**WORK TASK**
Working from the records below, repeat exactly the lines starting at the line that contains "inset:0; background:#45464a; transform-origin:0" and ending at the line that contains "height:3px; margin-top:-1.5px; transform-origin:0;", inclusive.

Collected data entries
= = = =
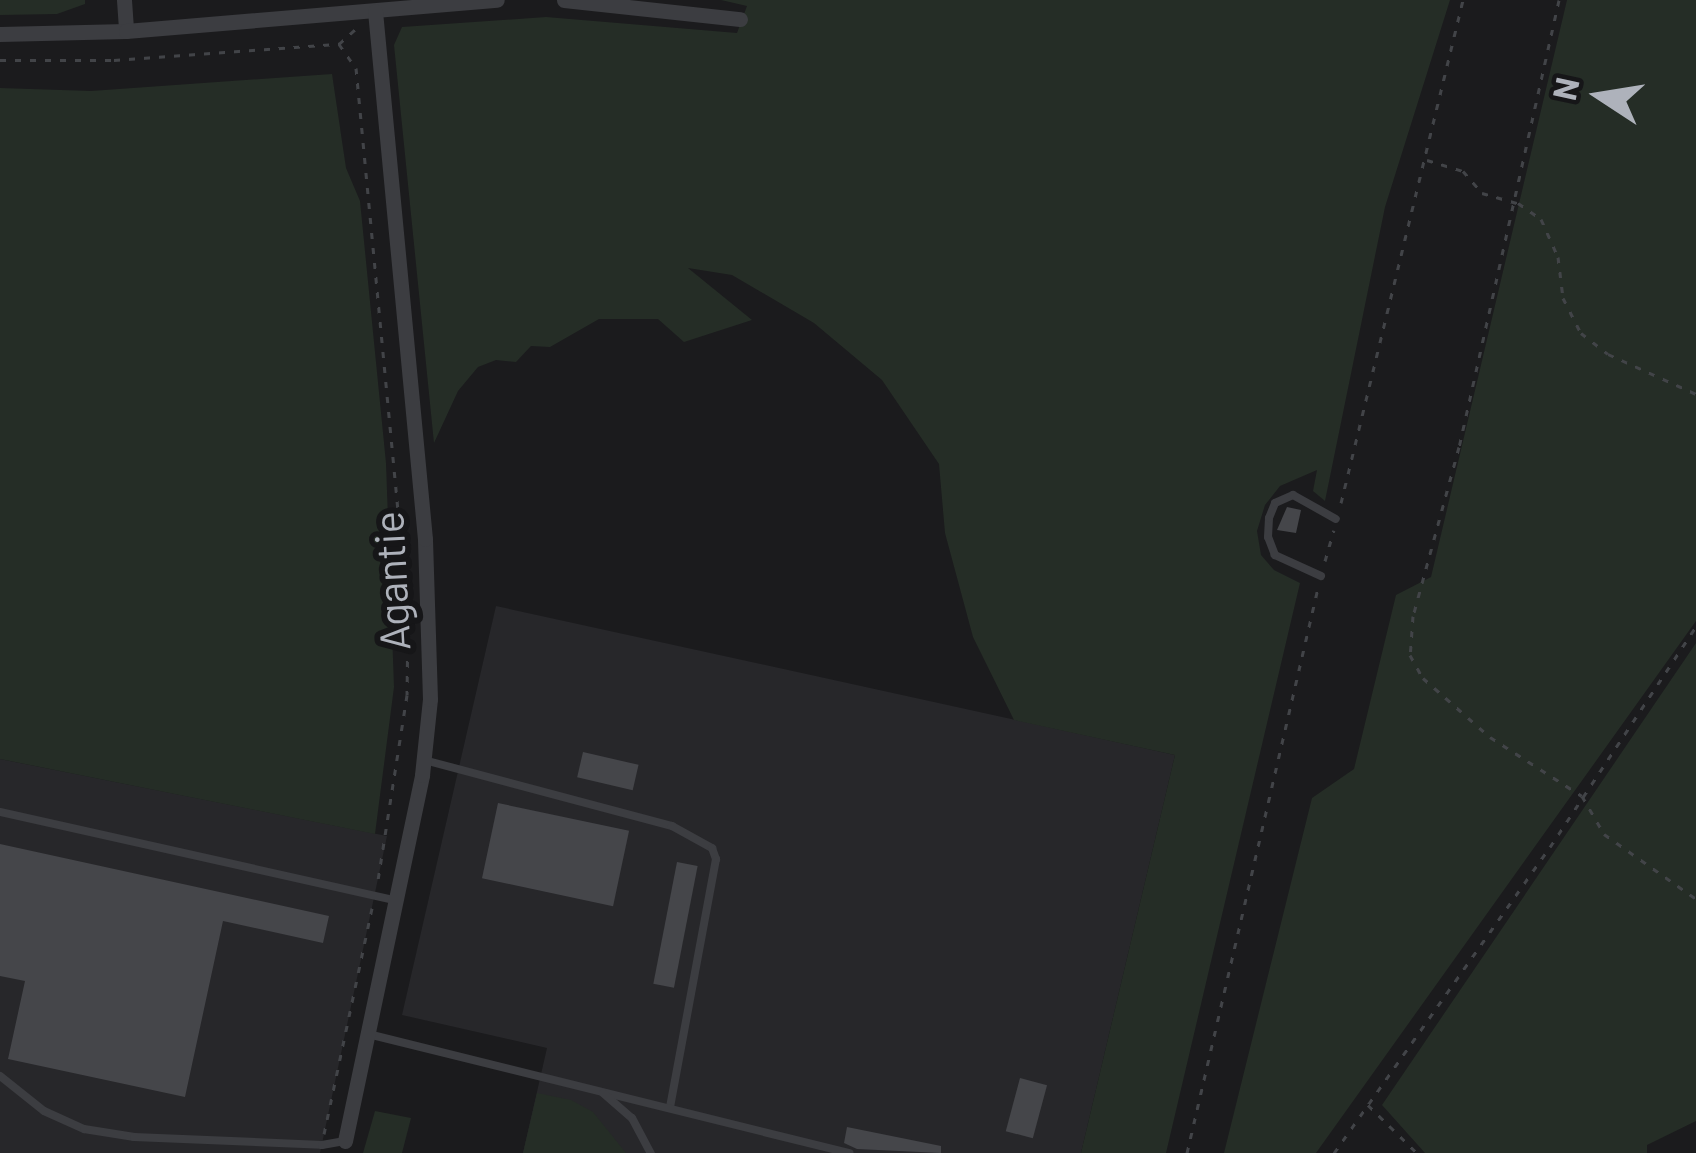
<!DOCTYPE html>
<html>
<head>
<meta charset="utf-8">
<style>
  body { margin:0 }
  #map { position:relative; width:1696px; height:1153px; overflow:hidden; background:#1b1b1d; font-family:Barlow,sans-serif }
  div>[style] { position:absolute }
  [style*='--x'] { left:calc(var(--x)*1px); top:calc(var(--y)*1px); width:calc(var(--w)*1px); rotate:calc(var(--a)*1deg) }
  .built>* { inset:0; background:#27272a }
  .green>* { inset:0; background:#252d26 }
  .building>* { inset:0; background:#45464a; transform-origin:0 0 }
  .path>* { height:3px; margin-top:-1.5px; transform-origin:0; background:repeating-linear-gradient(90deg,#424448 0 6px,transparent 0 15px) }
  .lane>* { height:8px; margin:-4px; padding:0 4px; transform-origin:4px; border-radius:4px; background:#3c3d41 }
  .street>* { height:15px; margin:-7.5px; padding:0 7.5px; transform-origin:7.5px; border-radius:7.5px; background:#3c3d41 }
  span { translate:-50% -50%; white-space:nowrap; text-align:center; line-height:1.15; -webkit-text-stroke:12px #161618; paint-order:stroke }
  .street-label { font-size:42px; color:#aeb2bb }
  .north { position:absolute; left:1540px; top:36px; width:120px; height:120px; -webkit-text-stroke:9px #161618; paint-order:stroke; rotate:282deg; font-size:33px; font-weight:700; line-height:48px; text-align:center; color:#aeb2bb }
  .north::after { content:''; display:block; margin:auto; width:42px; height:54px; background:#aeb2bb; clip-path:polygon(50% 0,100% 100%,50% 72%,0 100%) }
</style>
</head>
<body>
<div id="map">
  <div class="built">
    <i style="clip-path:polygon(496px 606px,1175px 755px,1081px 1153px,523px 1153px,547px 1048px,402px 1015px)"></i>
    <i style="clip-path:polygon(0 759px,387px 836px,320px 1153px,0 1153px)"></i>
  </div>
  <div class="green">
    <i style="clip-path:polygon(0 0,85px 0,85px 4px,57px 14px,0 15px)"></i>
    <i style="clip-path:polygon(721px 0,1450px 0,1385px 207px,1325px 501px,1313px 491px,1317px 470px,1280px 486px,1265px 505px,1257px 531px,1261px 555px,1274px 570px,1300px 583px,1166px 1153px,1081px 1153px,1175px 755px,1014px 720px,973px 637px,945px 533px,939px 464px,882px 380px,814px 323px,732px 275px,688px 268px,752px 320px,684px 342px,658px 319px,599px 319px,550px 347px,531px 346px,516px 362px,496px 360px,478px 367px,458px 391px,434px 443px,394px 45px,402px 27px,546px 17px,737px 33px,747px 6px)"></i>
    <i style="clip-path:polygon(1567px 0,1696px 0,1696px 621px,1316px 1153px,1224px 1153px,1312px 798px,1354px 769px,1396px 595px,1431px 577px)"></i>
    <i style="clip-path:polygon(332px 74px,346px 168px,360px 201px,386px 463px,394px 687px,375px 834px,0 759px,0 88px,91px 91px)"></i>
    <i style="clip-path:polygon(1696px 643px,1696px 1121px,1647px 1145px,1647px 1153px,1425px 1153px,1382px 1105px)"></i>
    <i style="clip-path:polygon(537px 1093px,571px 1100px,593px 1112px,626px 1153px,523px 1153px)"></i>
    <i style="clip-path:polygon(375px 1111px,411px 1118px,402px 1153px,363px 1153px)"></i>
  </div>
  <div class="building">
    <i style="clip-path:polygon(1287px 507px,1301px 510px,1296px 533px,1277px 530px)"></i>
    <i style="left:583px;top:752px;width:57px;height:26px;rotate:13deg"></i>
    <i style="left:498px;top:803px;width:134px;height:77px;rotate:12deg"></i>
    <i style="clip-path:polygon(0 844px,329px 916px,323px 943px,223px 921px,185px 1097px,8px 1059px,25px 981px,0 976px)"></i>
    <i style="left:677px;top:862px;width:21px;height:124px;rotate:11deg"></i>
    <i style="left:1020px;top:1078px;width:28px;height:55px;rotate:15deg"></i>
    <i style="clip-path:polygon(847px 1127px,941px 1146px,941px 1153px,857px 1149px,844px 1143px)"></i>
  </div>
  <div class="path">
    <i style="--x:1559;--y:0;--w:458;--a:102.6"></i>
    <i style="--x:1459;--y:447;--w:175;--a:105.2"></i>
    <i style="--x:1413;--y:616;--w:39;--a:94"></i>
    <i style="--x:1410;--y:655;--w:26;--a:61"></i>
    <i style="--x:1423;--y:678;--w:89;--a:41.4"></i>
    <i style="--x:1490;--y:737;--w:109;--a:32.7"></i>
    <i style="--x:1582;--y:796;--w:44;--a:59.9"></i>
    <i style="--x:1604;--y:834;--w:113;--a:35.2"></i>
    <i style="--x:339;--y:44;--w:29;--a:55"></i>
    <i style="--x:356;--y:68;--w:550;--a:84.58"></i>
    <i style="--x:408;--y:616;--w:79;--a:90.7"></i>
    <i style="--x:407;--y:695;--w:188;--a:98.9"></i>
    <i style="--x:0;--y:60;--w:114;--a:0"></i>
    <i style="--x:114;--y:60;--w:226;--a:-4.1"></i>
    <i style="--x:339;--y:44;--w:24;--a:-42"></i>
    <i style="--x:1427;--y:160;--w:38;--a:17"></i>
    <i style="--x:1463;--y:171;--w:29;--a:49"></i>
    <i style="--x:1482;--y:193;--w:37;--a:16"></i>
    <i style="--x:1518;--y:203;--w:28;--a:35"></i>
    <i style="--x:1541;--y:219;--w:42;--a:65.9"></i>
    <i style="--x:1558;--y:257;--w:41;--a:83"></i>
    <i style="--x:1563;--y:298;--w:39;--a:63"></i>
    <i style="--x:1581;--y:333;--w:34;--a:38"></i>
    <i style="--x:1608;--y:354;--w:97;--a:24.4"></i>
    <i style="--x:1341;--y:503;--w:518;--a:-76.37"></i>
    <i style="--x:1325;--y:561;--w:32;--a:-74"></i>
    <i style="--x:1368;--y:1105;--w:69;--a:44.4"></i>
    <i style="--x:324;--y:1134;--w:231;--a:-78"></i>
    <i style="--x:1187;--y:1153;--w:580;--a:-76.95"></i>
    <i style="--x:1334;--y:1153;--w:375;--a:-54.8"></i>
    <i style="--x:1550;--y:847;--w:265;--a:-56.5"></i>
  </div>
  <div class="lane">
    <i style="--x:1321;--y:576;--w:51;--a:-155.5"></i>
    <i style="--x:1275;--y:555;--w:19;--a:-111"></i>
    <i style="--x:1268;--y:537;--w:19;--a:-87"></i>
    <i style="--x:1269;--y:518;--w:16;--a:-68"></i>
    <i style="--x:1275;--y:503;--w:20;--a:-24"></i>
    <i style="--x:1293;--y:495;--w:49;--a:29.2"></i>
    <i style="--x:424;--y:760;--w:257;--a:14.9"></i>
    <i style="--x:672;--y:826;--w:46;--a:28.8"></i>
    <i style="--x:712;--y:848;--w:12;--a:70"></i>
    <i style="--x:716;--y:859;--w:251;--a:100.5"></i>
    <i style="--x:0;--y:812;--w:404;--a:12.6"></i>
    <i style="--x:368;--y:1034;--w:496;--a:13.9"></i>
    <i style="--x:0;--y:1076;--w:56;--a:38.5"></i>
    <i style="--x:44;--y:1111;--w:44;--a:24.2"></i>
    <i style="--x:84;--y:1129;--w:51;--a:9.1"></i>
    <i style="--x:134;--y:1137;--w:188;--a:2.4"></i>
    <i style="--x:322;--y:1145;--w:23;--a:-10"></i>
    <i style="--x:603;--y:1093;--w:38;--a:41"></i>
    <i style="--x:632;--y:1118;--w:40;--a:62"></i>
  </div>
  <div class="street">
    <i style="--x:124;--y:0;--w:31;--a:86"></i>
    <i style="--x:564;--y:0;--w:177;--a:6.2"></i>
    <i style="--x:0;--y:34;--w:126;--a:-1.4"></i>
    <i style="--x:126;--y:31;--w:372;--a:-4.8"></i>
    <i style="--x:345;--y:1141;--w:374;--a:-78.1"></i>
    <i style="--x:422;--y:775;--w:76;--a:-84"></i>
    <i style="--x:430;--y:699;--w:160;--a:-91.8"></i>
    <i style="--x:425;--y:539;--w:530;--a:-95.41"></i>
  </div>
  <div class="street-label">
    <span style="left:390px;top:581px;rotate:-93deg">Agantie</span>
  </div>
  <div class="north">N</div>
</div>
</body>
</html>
= = = =
**REPLY**
  .building>* { inset:0; background:#45464a; transform-origin:0 0 }
  .path>* { height:3px; margin-top:-1.5px; transform-origin:0; background:repeating-linear-gradient(90deg,#424448 0 6px,transparent 0 15px) }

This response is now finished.